Guidelines for Environmental Risk Assessment and Management
[This document refers, in a number of instances, to the then Department of the Environment, Transport and the Regions (DETR). The text of this document has not been updated since the transfer of environmental protection functions to Defra.]
Chapter 2
A framework for environmental risk assessment and management
2.1 An overall framework
A pragmatic approach to environmental risk assessment can transform what may sometimes appear to be an extremely detailed, complex and resource-intensive process into a practical aid to decision-making. Figure 2.1 provides a framework for a tiered approach to environmental risk assessment and management where the level of effort put into assessing each risk is proportionate to its priority (in relation to other risks) and its complexity (in relation to an understanding of the likely impacts). This framework, the principal elements of which are described in more detail in Chapters 4 to 8, also illustrates:
- the importance of correctly defining the actual problem at hand;
- the need to screen and prioritise all risks before quantification;
- the need to consider all risks in the options appraisal stage; and
- the iterative nature of the process.
The remainder of this chapter sets out some of the generic aspects of this framework, and in particular those elements which need to be considered at a number of points in the risk assessment process, albeit at differing levels of detail.

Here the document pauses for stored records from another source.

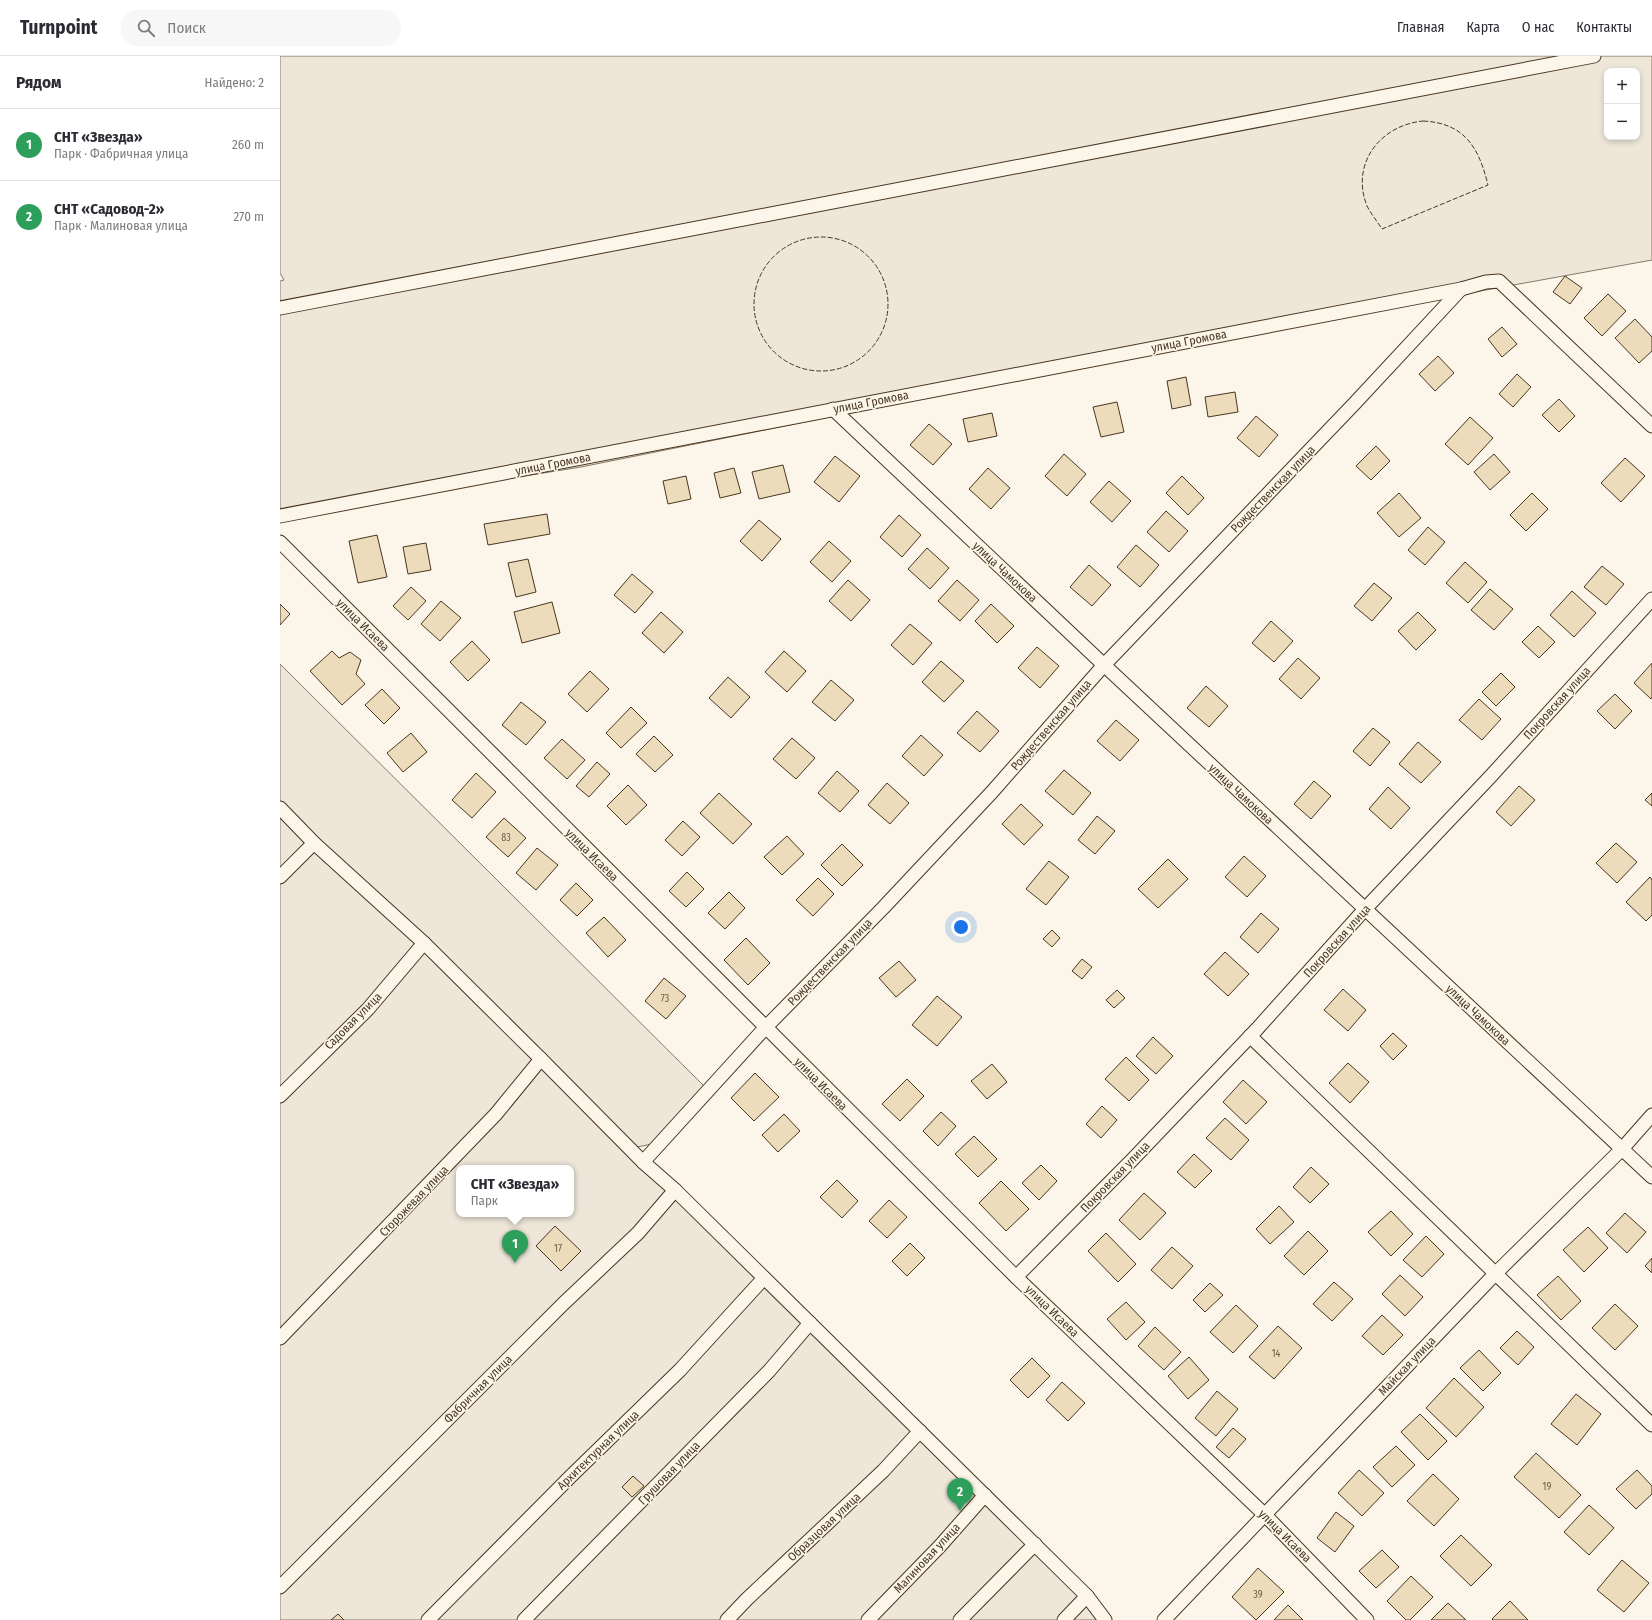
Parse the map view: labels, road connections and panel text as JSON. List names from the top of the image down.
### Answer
{
  "streets": {
    "street": [
      "улица Громова",
      "Рождественская улица",
      "улица Чамокова",
      "улица Исаева",
      "Покровская улица",
      "Садовая улица",
      "Сторожевая улица",
      "Майская улица",
      "Фабричная улица",
      "Архитектурная улица",
      "Грушовая улица",
      "Образцовая улица",
      "Малиновая улица"
    ]
  },
  "crossings": [
    ["улица Громова", "Рождественская улица"],
    ["улица Громова", "улица Чамокова"],
    ["Рождественская улица", "улица Чамокова"],
    ["Рождественская улица", "улица Исаева"],
    ["улица Чамокова", "Покровская улица"],
    ["улица Чамокова", "Майская улица"],
    ["улица Исаева", "Покровская улица"],
    ["улица Исаева", "Майская улица"]
  ],
  "house_numbers": [
    "83",
    "73",
    "17",
    "14",
    "19",
    "39"
  ],
  "page": {
    "header": "Turnpoint",
    "search": "Поиск",
    "nav": [
      "Главная",
      "Карта",
      "О нас",
      "Контакты"
    ],
    "heading": ["Рядом", "Найдено: 2"],
    "map_buttons": ["+", "−"],
    "list": [
      {
        "mark": "1",
        "name": "СНТ «Звезда»",
        "note": "Парк · Фабричная улица",
        "value": "260 m"
      },
      {
        "mark": "2",
        "name": "СНТ «Садовод-2»",
        "note": "Парк · Малиновая улица",
        "value": "270 m"
      }
    ],
    "popup": ["СНТ «Звезда»", "Парк"],
    "pins": ["1", "2"]
  }
}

2.2 Key stages in each tier of environmental risk assessment
Stage 1: Hazard identification
These guidelines define hazard as a property or situation that in particular circumstances could lead to harm. This may be determined by properties or circumstances and could include, for example, the release of chlorofluorocarbons (CFCs), a tidal surge along a stretch of the coast, a dry summer leading to low river flows, or the planting of a genetically modified crop. Where risk assessment is to be applied at the policy level, the hazard may be as broad as the adverse impacts of road transport on the environment, or the adverse impacts of induced climate change from the contribution of fossil fuel-derived carbon dioxide emissions.
The identification of hazards, both in the problem formulation stage (Chapter 4), and in subsequent tiers in the process, will have an important bearing on the breadth of the overall assessment and the credibility of the final output.
One common pitfall in establishing the hazard is to overlook secondary hazards that may arise. For example, during a river flood, sediments may be deposited on agricultural land in the flood plain. If these sediments were to be contaminated, they might pose an additional hazard.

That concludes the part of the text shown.